To say this movie is impressive is one thing on a technical level, but on an emotional level, I still think it's extremely competent. It's a dour drama film. It's a bleak sci-fi movie. It's a tragic horror movie. It's a fluid work of art that morphs into so many things. Each watch is a new journey, and the experience, whether on a surface level, or drawing new conclusions of the symbols and meaning of the film activates a new center of your mind for exploration. Again, sounds hokey, but hear me out. The last time I watched it, for this review, I had a new perspective on the movie, and I've probably seen Eraserhead about forty or so times now. I looked at it as a more pure sci-fi horror film where the baby isn't Nance's and it's an alien-esque parasite feeding off of the attention and emotion of it's hosts, re-establishing the symbolism of the planets, among other things. I'm not saying it's the correct interpretation, in fact, I definitely don't think so as it's not even artistically satisfying, but the fact that it worked so well and being so foreign from a traditional look at symbolism and inquiry just made me appreciate the movie for the amount of movies it's turned into over the years, prodding me to come back and think of something else I could pull from it.

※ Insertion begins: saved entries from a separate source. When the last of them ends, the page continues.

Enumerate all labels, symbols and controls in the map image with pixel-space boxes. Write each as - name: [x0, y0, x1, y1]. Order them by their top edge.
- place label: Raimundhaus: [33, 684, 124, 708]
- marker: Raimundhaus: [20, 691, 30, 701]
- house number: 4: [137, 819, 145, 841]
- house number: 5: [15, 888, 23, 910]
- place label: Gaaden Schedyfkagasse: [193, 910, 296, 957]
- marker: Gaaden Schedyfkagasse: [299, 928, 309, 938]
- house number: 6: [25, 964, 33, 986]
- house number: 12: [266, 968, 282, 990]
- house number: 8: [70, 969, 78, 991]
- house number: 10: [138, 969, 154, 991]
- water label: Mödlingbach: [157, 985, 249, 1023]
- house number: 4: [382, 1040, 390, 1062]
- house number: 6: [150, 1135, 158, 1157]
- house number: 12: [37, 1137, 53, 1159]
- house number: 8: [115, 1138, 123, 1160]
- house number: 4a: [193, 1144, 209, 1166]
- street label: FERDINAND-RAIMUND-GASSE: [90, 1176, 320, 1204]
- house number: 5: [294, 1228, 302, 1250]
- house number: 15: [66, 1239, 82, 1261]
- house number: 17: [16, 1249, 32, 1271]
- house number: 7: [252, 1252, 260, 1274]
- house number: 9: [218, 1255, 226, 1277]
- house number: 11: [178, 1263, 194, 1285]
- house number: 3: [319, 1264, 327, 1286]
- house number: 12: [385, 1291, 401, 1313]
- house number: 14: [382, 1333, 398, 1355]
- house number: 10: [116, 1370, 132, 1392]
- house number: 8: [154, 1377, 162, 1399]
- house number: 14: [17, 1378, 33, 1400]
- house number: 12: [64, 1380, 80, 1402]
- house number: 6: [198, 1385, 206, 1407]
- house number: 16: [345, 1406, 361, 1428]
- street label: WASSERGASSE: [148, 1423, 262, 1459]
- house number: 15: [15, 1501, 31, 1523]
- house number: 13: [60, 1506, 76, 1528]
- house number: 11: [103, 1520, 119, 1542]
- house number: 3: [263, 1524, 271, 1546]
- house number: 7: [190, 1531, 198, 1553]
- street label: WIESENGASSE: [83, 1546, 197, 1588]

Is the movie for everyone? no.

If you lack imagination. If you want something easy and digestible. If you can't stand artsy fartsy. If you hate symbolism. If you detest horror and creepy things... Then MAYBE don't watch it... But even then if you have any inkling of curiosity, give it a try. I think this movie arouses such a level of intrigue that you really have to give it a shot... The worst thing that will happen is that you don't like it... and that's okay. It's less than 90 minutes of your time. relatively short for your typical arthouse concept exploration film.